19 The primary judge considered that the applicants' grounds were expressed at a level of generality that made it difficult for the Court to understand exactly what aspects of the Tribunal's decision were impugned. The difficulties facing the primary judge were compounded by the fact that the applicants had not made any written submissions explaining the grounds of their application, notwithstanding that they had the opportunity to do so. Nonetheless, in this state of affairs, in addition to considering the two particulars of the applicants' ground of review, the primary judge examined for himself the Tribunal's reasons and the materials in the court book.

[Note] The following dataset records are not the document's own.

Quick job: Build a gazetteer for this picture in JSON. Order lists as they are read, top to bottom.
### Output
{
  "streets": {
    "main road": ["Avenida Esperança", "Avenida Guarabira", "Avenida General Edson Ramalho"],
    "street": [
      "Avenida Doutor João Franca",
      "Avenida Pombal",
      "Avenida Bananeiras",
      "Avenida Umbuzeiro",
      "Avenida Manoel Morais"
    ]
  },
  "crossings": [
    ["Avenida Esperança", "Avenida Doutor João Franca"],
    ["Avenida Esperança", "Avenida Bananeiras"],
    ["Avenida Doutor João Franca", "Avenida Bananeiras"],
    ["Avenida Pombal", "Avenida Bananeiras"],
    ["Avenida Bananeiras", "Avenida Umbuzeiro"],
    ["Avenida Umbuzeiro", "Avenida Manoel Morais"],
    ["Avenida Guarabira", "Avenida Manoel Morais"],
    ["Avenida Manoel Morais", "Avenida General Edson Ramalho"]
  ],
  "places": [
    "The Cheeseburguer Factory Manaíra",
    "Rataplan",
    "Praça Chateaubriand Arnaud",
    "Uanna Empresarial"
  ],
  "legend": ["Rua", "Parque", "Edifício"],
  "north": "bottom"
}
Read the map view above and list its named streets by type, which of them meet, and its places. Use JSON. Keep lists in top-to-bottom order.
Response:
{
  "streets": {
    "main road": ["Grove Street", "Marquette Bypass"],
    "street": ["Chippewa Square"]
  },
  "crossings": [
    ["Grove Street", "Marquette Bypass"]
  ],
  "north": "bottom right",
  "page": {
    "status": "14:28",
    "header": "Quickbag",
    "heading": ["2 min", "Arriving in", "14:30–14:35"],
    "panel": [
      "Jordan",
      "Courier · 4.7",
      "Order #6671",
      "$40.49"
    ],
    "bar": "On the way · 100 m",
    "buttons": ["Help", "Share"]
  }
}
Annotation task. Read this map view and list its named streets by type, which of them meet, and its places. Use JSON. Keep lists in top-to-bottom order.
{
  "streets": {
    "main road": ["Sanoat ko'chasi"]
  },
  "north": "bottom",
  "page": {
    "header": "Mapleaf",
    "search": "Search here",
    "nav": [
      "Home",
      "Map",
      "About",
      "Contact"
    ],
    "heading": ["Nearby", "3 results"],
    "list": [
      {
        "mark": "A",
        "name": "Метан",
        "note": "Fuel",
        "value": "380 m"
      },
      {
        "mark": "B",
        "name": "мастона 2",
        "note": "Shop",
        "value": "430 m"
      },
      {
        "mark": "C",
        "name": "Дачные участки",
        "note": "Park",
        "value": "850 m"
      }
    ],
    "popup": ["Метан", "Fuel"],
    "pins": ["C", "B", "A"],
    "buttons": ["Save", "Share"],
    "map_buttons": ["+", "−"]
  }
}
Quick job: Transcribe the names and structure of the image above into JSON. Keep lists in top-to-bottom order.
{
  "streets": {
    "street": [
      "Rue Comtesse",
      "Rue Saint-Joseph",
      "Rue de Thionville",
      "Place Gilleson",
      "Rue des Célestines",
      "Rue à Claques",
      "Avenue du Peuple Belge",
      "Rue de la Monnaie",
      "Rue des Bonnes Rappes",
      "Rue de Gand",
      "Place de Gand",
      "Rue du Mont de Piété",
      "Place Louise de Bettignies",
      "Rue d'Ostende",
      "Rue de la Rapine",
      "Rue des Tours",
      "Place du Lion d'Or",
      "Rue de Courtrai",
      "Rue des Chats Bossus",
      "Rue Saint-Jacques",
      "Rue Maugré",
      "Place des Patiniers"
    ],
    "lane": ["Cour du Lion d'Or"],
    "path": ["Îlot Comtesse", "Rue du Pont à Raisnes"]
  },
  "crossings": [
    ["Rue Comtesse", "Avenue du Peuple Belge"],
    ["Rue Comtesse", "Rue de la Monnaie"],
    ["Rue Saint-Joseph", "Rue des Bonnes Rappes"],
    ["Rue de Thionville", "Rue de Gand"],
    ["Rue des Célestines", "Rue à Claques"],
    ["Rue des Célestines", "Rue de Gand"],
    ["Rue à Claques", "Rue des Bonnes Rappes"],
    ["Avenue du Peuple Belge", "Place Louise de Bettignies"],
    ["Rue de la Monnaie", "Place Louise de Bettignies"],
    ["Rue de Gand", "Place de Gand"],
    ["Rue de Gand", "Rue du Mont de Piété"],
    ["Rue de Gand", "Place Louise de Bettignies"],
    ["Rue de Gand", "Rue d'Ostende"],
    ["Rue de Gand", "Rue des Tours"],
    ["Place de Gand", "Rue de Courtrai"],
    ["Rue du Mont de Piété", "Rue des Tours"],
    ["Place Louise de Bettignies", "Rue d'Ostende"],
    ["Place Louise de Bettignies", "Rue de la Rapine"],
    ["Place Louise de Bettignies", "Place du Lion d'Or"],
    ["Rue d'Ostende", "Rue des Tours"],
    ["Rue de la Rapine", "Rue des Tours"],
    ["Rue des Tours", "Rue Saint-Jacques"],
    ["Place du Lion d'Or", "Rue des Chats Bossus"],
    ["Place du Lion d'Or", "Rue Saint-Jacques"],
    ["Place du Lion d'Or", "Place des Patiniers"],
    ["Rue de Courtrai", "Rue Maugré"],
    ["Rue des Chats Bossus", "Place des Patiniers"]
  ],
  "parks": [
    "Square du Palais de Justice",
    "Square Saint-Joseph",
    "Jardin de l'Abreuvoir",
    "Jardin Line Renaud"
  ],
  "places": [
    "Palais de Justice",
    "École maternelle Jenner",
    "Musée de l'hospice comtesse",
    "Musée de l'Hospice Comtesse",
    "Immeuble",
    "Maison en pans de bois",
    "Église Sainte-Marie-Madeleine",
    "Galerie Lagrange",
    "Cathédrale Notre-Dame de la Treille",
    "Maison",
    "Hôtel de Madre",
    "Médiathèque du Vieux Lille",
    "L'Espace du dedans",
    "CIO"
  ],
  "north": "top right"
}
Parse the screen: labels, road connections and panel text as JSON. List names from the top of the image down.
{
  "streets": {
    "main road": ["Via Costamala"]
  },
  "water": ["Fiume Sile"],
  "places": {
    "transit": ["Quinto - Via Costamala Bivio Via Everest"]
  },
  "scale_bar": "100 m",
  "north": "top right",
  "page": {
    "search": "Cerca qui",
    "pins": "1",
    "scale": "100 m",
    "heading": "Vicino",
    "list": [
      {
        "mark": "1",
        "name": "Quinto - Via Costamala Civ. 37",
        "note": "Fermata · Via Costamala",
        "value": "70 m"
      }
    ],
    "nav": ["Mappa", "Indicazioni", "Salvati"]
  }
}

20 As to the two particulars, the primary judge considered them in turn. As to particular (a), the primary judge referred to material parts of the Tribunal's reasons, and concluded that the Tribunal had considered comprehensively the claims of the second applicant and the integers of those claims as had been articulated in his statement, his evidence at the hearing before the Tribunal and responses that had been provided to the Tribunal on 17 August 2016 in response to an invitation by the Tribunal under s 424A of the Migration Act 1958 (Cth). His Honour stated that he had also considered particular (a) as though it had been advanced as a complaint by each of the applicants. His Honour concluded at [59] that the Tribunal had undertaken a detailed assessment of the applicants' claims, and that it had analysed the circumstances of each of the first and second applicant and that the Tribunal's reasons were comprehensive in that regard. The primary judge also noted the inconsistencies in the evidence of each of the first and second applicants that had supported findings by the Tribunal that were adverse to the applicants. His Honour stated at [62] that no basis could be discerned from the Tribunal's reasons to support a conclusion that the Tribunal had failed to consider each integer of their claims, and nor was there any support to be found in the reasons of the Tribunal for the contention that the Tribunal had failed to take into account the whole of the evidence in determining whether the feared persecution claimed by the applicants amounted to persecution and serious harm. The primary judge concluded that the first ground did not have a reasonable chance of success.
21 As to particular (b), the primary judge concluded that the Tribunal had assessed the claims of the first and second applicants by reference to the complementary protection criteria. The primary judge noted that the Tribunal had specifically addressed the question of complementary protection by reference to the claims to fear of harm as failed asylum seekers. His Honour concluded that there was no substance to the second ground.